(Entries shown begins)
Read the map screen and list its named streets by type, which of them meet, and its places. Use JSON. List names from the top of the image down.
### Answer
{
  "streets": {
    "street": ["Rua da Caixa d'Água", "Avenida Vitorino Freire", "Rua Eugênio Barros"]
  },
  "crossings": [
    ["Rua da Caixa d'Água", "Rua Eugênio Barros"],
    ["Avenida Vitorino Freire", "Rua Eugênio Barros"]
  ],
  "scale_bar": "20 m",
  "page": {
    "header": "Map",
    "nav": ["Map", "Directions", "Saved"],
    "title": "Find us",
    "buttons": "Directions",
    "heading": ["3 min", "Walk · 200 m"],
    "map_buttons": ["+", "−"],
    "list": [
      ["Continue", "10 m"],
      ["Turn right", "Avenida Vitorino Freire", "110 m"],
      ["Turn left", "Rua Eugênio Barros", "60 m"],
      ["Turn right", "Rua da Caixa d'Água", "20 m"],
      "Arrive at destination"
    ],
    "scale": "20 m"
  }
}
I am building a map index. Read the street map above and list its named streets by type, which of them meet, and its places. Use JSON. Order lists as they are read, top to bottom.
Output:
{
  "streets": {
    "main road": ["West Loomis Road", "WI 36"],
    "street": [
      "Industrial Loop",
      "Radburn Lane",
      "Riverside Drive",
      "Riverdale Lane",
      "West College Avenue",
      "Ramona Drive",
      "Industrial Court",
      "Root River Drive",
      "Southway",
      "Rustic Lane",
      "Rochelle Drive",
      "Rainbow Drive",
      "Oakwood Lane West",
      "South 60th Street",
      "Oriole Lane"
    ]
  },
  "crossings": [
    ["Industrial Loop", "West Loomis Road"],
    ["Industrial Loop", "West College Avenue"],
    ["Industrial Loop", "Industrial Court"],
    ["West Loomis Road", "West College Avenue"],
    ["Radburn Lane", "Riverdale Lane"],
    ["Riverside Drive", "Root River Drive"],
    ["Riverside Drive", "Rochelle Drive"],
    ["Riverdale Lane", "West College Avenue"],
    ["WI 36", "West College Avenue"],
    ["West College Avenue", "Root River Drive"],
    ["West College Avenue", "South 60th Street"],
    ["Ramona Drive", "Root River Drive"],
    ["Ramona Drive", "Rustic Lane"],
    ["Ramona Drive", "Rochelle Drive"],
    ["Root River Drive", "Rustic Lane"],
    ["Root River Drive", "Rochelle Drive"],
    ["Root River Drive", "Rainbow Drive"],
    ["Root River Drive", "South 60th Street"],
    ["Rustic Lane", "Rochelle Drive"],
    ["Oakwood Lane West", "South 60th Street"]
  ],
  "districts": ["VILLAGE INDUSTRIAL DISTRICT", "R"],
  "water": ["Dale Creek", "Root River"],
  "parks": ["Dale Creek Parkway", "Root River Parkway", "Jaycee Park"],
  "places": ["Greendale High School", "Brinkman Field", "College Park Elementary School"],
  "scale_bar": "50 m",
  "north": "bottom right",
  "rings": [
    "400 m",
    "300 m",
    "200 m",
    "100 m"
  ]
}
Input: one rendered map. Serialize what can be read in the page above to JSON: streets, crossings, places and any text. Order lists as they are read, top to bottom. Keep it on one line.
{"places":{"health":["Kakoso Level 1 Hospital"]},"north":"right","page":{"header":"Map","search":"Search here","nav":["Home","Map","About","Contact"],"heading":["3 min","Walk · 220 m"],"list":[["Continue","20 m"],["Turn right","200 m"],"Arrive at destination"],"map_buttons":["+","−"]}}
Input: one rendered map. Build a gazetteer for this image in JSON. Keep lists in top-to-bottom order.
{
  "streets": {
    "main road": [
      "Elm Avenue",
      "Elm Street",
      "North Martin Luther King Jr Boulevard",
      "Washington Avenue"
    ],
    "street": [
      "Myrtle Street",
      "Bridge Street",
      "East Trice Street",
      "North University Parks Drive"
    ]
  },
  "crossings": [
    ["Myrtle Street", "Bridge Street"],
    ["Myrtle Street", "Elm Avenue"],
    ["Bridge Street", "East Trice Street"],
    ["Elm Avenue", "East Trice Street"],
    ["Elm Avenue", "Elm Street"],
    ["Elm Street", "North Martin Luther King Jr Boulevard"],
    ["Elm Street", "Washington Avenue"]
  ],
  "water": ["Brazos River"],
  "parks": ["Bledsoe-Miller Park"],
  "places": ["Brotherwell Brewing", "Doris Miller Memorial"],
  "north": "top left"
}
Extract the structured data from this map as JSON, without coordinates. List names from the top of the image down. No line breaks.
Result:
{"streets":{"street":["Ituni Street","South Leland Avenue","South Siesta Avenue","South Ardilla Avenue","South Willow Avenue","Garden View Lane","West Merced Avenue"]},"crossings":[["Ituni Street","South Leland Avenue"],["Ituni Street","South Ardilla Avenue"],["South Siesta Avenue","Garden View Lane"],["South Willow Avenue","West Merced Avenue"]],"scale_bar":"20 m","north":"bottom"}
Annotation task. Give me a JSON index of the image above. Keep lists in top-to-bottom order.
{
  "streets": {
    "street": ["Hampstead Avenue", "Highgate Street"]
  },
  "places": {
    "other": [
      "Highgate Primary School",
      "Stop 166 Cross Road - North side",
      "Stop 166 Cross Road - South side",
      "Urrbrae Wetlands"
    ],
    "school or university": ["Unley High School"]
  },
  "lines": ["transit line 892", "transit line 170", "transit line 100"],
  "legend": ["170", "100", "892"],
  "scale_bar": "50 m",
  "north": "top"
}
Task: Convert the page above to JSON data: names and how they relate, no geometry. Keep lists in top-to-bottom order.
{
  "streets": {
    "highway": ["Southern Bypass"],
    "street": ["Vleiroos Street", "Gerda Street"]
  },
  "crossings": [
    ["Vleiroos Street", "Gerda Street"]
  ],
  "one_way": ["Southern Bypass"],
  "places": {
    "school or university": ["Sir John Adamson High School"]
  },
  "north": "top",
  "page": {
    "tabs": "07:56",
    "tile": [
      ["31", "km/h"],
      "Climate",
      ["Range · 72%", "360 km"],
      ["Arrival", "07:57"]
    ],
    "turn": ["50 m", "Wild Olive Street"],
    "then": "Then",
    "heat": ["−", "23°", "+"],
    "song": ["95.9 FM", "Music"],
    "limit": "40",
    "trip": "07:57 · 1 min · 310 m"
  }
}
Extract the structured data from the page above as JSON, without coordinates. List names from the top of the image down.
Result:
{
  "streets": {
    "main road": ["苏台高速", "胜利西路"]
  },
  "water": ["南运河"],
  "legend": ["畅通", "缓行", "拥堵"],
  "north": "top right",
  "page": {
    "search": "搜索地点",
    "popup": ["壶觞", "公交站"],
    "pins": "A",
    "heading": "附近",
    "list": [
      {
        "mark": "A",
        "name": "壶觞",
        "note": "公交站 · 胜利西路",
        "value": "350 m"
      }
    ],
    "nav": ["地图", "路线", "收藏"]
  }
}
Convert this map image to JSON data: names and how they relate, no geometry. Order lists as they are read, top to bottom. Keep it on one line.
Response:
(Entries shown ends)
The task:
For every line of the listing, produce an identical copy.

Expected answer:
Read the map screen and list its named streets by type, which of them meet, and its places. Use JSON. List names from the top of the image down.
### Answer
{
  "streets": {
    "street": ["Rua da Caixa d'Água", "Avenida Vitorino Freire", "Rua Eugênio Barros"]
  },
  "crossings": [
    ["Rua da Caixa d'Água", "Rua Eugênio Barros"],
    ["Avenida Vitorino Freire", "Rua Eugênio Barros"]
  ],
  "scale_bar": "20 m",
  "page": {
    "header": "Map",
    "nav": ["Map", "Directions", "Saved"],
    "title": "Find us",
    "buttons": "Directions",
    "heading": ["3 min", "Walk · 200 m"],
    "map_buttons": ["+", "−"],
    "list": [
      ["Continue", "10 m"],
      ["Turn right", "Avenida Vitorino Freire", "110 m"],
      ["Turn left", "Rua Eugênio Barros", "60 m"],
      ["Turn right", "Rua da Caixa d'Água", "20 m"],
      "Arrive at destination"
    ],
    "scale": "20 m"
  }
}
I am building a map index. Read the street map above and list its named streets by type, which of them meet, and its places. Use JSON. Order lists as they are read, top to bottom.
Output:
{
  "streets": {
    "main road": ["West Loomis Road", "WI 36"],
    "street": [
      "Industrial Loop",
      "Radburn Lane",
      "Riverside Drive",
      "Riverdale Lane",
      "West College Avenue",
      "Ramona Drive",
      "Industrial Court",
      "Root River Drive",
      "Southway",
      "Rustic Lane",
      "Rochelle Drive",
      "Rainbow Drive",
      "Oakwood Lane West",
      "South 60th Street",
      "Oriole Lane"
    ]
  },
  "crossings": [
    ["Industrial Loop", "West Loomis Road"],
    ["Industrial Loop", "West College Avenue"],
    ["Industrial Loop", "Industrial Court"],
    ["West Loomis Road", "West College Avenue"],
    ["Radburn Lane", "Riverdale Lane"],
    ["Riverside Drive", "Root River Drive"],
    ["Riverside Drive", "Rochelle Drive"],
    ["Riverdale Lane", "West College Avenue"],
    ["WI 36", "West College Avenue"],
    ["West College Avenue", "Root River Drive"],
    ["West College Avenue", "South 60th Street"],
    ["Ramona Drive", "Root River Drive"],
    ["Ramona Drive", "Rustic Lane"],
    ["Ramona Drive", "Rochelle Drive"],
    ["Root River Drive", "Rustic Lane"],
    ["Root River Drive", "Rochelle Drive"],
    ["Root River Drive", "Rainbow Drive"],
    ["Root River Drive", "South 60th Street"],
    ["Rustic Lane", "Rochelle Drive"],
    ["Oakwood Lane West", "South 60th Street"]
  ],
  "districts": ["VILLAGE INDUSTRIAL DISTRICT", "R"],
  "water": ["Dale Creek", "Root River"],
  "parks": ["Dale Creek Parkway", "Root River Parkway", "Jaycee Park"],
  "places": ["Greendale High School", "Brinkman Field", "College Park Elementary School"],
  "scale_bar": "50 m",
  "north": "bottom right",
  "rings": [
    "400 m",
    "300 m",
    "200 m",
    "100 m"
  ]
}
Input: one rendered map. Serialize what can be read in the page above to JSON: streets, crossings, places and any text. Order lists as they are read, top to bottom. Keep it on one line.
{"places":{"health":["Kakoso Level 1 Hospital"]},"north":"right","page":{"header":"Map","search":"Search here","nav":["Home","Map","About","Contact"],"heading":["3 min","Walk · 220 m"],"list":[["Continue","20 m"],["Turn right","200 m"],"Arrive at destination"],"map_buttons":["+","−"]}}
Input: one rendered map. Build a gazetteer for this image in JSON. Keep lists in top-to-bottom order.
{
  "streets": {
    "main road": [
      "Elm Avenue",
      "Elm Street",
      "North Martin Luther King Jr Boulevard",
      "Washington Avenue"
    ],
    "street": [
      "Myrtle Street",
      "Bridge Street",
      "East Trice Street",
      "North University Parks Drive"
    ]
  },
  "crossings": [
    ["Myrtle Street", "Bridge Street"],
    ["Myrtle Street", "Elm Avenue"],
    ["Bridge Street", "East Trice Street"],
    ["Elm Avenue", "East Trice Street"],
    ["Elm Avenue", "Elm Street"],
    ["Elm Street", "North Martin Luther King Jr Boulevard"],
    ["Elm Street", "Washington Avenue"]
  ],
  "water": ["Brazos River"],
  "parks": ["Bledsoe-Miller Park"],
  "places": ["Brotherwell Brewing", "Doris Miller Memorial"],
  "north": "top left"
}
Extract the structured data from this map as JSON, without coordinates. List names from the top of the image down. No line breaks.
Result:
{"streets":{"street":["Ituni Street","South Leland Avenue","South Siesta Avenue","South Ardilla Avenue","South Willow Avenue","Garden View Lane","West Merced Avenue"]},"crossings":[["Ituni Street","South Leland Avenue"],["Ituni Street","South Ardilla Avenue"],["South Siesta Avenue","Garden View Lane"],["South Willow Avenue","West Merced Avenue"]],"scale_bar":"20 m","north":"bottom"}
Annotation task. Give me a JSON index of the image above. Keep lists in top-to-bottom order.
{
  "streets": {
    "street": ["Hampstead Avenue", "Highgate Street"]
  },
  "places": {
    "other": [
      "Highgate Primary School",
      "Stop 166 Cross Road - North side",
      "Stop 166 Cross Road - South side",
      "Urrbrae Wetlands"
    ],
    "school or university": ["Unley High School"]
  },
  "lines": ["transit line 892", "transit line 170", "transit line 100"],
  "legend": ["170", "100", "892"],
  "scale_bar": "50 m",
  "north": "top"
}
Task: Convert the page above to JSON data: names and how they relate, no geometry. Keep lists in top-to-bottom order.
{
  "streets": {
    "highway": ["Southern Bypass"],
    "street": ["Vleiroos Street", "Gerda Street"]
  },
  "crossings": [
    ["Vleiroos Street", "Gerda Street"]
  ],
  "one_way": ["Southern Bypass"],
  "places": {
    "school or university": ["Sir John Adamson High School"]
  },
  "north": "top",
  "page": {
    "tabs": "07:56",
    "tile": [
      ["31", "km/h"],
      "Climate",
      ["Range · 72%", "360 km"],
      ["Arrival", "07:57"]
    ],
    "turn": ["50 m", "Wild Olive Street"],
    "then": "Then",
    "heat": ["−", "23°", "+"],
    "song": ["95.9 FM", "Music"],
    "limit": "40",
    "trip": "07:57 · 1 min · 310 m"
  }
}
Extract the structured data from the page above as JSON, without coordinates. List names from the top of the image down.
Result:
{
  "streets": {
    "main road": ["苏台高速", "胜利西路"]
  },
  "water": ["南运河"],
  "legend": ["畅通", "缓行", "拥堵"],
  "north": "top right",
  "page": {
    "search": "搜索地点",
    "popup": ["壶觞", "公交站"],
    "pins": "A",
    "heading": "附近",
    "list": [
      {
        "mark": "A",
        "name": "壶觞",
        "note": "公交站 · 胜利西路",
        "value": "350 m"
      }
    ],
    "nav": ["地图", "路线", "收藏"]
  }
}
Convert this map image to JSON data: names and how they relate, no geometry. Order lists as they are read, top to bottom. Keep it on one line.
Response:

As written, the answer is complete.